> Exercise inputs
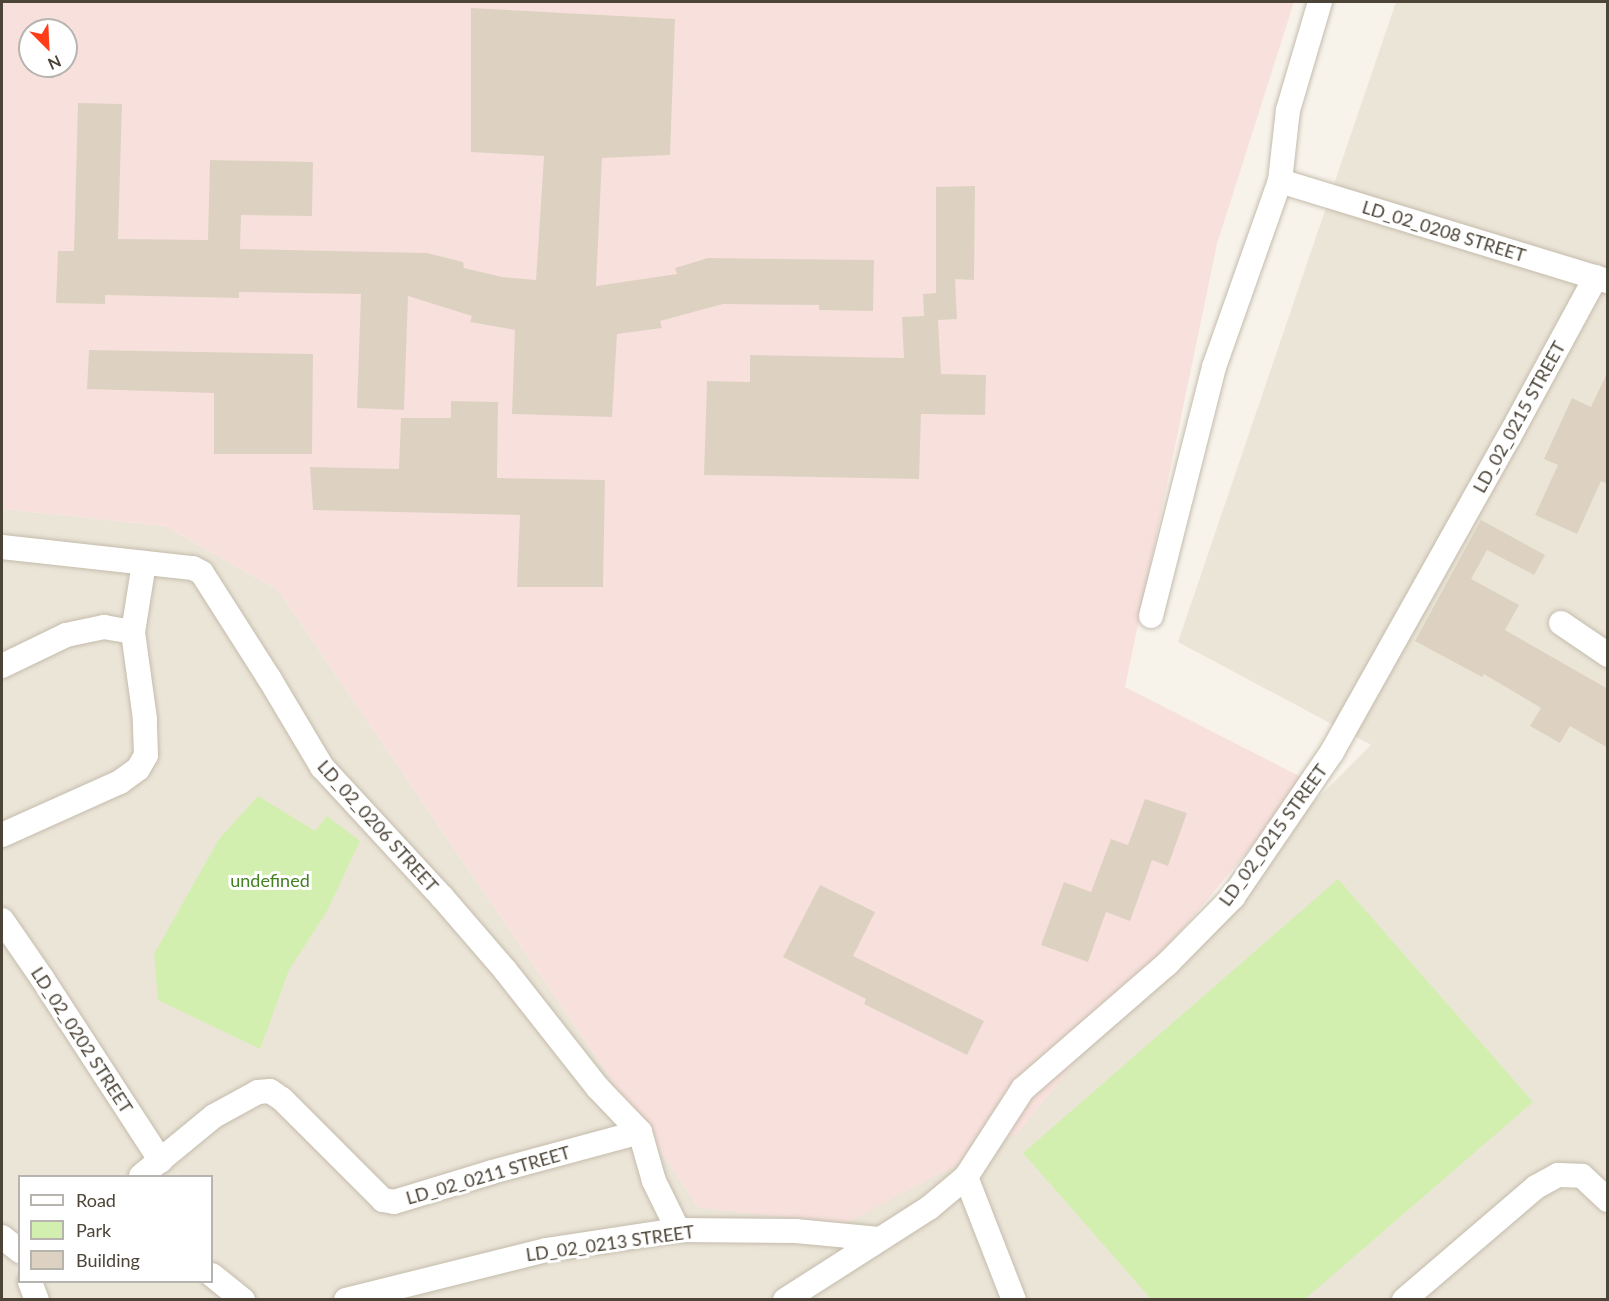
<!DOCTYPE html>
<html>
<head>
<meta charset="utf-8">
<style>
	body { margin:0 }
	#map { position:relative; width:1609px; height:1301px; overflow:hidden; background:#f7f3eb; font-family:Lato,sans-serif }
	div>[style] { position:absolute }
	.residential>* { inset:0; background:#ebe5d8 }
	.medical>* { inset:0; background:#f8e1dd }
	.green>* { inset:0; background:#d2efaf }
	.building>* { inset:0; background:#ddd2c1 }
	.roads { filter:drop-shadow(0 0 2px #c4bcac) drop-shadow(0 0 2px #c4bcac) }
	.minor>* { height:24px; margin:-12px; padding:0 12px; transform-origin:12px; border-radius:12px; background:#fff }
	span { translate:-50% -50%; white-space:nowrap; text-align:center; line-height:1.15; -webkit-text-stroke:6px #fff; paint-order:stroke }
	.street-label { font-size:18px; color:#4c4437 }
	.park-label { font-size:18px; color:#448121 }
	.frame { position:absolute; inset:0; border:3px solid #4c4437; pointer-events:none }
	.legend { position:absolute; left:18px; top:1175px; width:195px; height:108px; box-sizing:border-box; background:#fff; border:2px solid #b7b4af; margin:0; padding:8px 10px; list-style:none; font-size:18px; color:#4c4437 }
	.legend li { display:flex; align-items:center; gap:12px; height:30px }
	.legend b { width:30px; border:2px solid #b7b4af }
	.north { position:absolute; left:18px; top:18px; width:60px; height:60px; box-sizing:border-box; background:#fff; border:2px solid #b7b4af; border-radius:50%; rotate:156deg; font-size:16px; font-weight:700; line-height:24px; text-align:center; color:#4c4437 }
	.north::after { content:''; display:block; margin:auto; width:21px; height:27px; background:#ff3e19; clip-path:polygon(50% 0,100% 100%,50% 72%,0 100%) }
</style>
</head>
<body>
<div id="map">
	<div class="residential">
		<div style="clip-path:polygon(evenodd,1396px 2px,1607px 2px,1607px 1299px,2px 1300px,2px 509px,165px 526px,278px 590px,699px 1208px,1160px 956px,1371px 745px,1178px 642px,1396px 2px,20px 1176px,212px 1176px,212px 1282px,20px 1282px,20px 1176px)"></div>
	</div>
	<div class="medical">
		<div style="clip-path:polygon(evenodd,2px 2px,1294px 2px,1217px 244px,1125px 687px,1307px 780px,1160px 956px,1019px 1132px,846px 1223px,699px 1208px,278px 590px,165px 526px,2px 509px,2px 2px,30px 30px,66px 30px,66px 66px,30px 66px,30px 30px)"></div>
	</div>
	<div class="green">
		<div style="clip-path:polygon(258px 796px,315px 831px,327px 816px,360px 841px,327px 911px,289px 970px,260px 1049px,158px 1000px,154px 954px,219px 839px)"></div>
		<div style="clip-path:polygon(1338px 879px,1533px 1102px,1305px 1299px,1151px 1299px,1023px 1153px)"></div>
	</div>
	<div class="building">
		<div style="clip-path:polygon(471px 8px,675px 19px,670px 155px,602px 158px,596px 286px,677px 274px,675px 268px,708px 258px,874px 260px,873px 311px,819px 310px,819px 305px,723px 304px,660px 321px,662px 328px,617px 334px,612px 417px,512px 414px,515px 330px,470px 322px,472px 316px,408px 296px,404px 410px,357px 408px,361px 294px,239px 292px,239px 298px,105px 295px,105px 304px,56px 303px,58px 251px,74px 251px,78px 103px,122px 104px,118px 239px,208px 240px,210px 160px,313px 162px,312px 216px,241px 215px,240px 249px,427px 253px,463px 262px,464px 268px,502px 277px,536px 280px,544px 156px,471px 152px)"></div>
		<div style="clip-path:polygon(975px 186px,974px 280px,955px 279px,957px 319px,938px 320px,941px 374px,986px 375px,985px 415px,921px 414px,919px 479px,704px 475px,707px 381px,750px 382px,750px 355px,904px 358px,902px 317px,924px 316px,923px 294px,936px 293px,936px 187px)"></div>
		<div style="clip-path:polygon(89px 350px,313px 354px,312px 454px,214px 454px,214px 393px,87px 389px)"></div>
		<div style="clip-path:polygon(1608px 371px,1608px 484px,1601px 481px,1577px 534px,1535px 515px,1558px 465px,1544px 459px,1572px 398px,1591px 407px)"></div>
		<div style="clip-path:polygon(451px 401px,498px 402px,497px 478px,605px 480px,603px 587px,517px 587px,520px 515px,313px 510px,310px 467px,399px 469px,401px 418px,451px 418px)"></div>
		<div style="clip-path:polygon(1481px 520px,1545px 555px,1534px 575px,1487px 550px,1471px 579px,1519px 605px,1505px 630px,1608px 689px,1608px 748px,1570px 726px,1560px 743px,1530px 726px,1541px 708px,1484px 674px,1482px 677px,1415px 641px)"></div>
		<div style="clip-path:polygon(1145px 799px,1187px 813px,1168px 866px,1152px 860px,1130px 921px,1106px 912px,1088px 962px,1041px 945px,1064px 882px,1091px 892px,1111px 839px,1128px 845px)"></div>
		<div style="clip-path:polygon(820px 885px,875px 912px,853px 956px,984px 1021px,967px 1055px,864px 1004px,866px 999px,783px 957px)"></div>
	</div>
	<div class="roads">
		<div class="minor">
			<div style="left:1280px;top:181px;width:343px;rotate:17deg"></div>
			<div style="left:2px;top:547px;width:192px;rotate:6.3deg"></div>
			<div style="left:193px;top:568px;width:10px;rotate:29deg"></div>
			<div style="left:202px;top:573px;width:125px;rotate:57.5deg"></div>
			<div style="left:269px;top:678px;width:104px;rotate:59.2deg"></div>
			<div style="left:322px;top:767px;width:177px;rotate:47.3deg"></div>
			<div style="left:442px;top:897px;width:96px;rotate:49.2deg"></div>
			<div style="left:505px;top:970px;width:150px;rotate:51.8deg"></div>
			<div style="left:598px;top:1088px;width:61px;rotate:46.3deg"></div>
			<div style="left:640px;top:1132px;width:51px;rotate:74.1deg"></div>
			<div style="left:654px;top:1181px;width:55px;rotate:63.9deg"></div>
			<div style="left:1151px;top:616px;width:257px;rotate:-75.8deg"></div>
			<div style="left:1214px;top:367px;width:197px;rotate:-70.5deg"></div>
			<div style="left:1280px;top:181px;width:71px;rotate:-83.6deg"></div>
			<div style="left:1288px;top:110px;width:113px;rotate:-73.5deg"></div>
			<div style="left:1561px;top:623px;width:57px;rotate:34.2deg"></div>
			<div style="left:2px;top:666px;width:71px;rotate:-25.8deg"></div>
			<div style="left:66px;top:635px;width:39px;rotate:-12deg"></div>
			<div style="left:104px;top:627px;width:29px;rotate:10deg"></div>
			<div style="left:2px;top:835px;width:129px;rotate:-24.2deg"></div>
			<div style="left:120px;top:782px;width:22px;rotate:-36deg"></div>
			<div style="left:138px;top:769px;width:16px;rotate:-60deg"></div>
			<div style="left:146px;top:755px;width:36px;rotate:-92deg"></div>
			<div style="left:145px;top:719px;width:88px;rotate:-97.9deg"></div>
			<div style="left:133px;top:632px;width:70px;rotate:-80.9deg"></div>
			<div style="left:2px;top:920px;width:70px;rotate:55.4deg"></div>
			<div style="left:42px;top:978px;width:218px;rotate:57deg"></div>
			<div style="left:141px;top:1176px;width:94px;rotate:-39.4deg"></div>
			<div style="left:214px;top:1116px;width:50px;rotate:-28.6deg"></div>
			<div style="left:258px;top:1092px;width:12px;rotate:-5deg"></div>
			<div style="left:270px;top:1091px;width:14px;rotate:34deg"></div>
			<div style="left:282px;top:1099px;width:143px;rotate:45deg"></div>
			<div style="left:383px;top:1200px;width:11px;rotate:10deg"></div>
			<div style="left:394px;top:1202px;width:102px;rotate:-17deg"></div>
			<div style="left:492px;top:1172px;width:153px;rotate:-15.1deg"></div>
			<div style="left:966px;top:1177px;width:132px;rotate:68.7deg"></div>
			<div style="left:2px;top:1237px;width:23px;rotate:38deg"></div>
			<div style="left:212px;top:1275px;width:40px;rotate:39deg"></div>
			<div style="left:30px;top:1282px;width:19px;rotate:69deg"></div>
			<div style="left:346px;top:1300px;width:206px;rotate:-14deg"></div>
			<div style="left:546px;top:1250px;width:134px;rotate:-8.6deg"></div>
			<div style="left:678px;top:1230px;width:118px;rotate:0.5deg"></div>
			<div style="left:796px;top:1231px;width:83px;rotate:5.5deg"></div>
			<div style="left:785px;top:1300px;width:171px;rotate:-32.6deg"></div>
			<div style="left:929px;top:1208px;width:48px;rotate:-40deg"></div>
			<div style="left:966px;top:1177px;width:105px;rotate:-57.1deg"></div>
			<div style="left:1023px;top:1089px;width:191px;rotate:-41deg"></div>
			<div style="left:1167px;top:964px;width:94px;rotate:-45.4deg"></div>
			<div style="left:1233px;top:897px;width:176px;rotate:-55.7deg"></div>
			<div style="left:1332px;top:752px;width:361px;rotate:-60.7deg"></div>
			<div style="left:1509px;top:437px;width:182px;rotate:-61.5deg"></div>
			<div style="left:1404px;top:1300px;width:174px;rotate:-40.6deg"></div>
			<div style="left:1536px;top:1187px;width:25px;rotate:-29deg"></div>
			<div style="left:1558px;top:1175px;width:24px;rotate:2deg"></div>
			<div style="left:1582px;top:1176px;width:35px;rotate:43deg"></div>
		</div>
	</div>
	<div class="street-label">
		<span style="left:1444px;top:231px;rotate:17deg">LD_02_0208 STREET</span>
		<span style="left:1519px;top:417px;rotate:-61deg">LD_02_0215 STREET</span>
		<span style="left:378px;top:826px;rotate:48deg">LD_02_0206 STREET</span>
		<span style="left:1273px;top:835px;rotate:-54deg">LD_02_0215 STREET</span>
		<span style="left:82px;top:1040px;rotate:57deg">LD_02_0202 STREET</span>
		<span style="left:488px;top:1175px;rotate:-16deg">LD_02_0211 STREET</span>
		<span style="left:610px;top:1243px;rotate:-8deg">LD_02_0213 STREET</span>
	</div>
	<div class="park-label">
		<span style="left:270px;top:880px">undefined</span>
	</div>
	<div class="frame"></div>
	<ul class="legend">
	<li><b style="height:8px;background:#fff"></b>Road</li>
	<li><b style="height:16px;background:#d2efaf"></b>Park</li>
	<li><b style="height:16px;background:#ddd2c1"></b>Building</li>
	</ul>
	<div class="north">N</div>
</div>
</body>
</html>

> Task instructions
The response should hold only an exact retyping of the lines from the beginning of the data through the line containing "position:relative; width:1609px; height:1301px;", both ends kept, pictures omitted.

> Task output
<!DOCTYPE html>
<html>
<head>
<meta charset="utf-8">
<style>
	body { margin:0 }
	#map { position:relative; width:1609px; height:1301px; overflow:hidden; background:#f7f3eb; font-family:Lato,sans-serif }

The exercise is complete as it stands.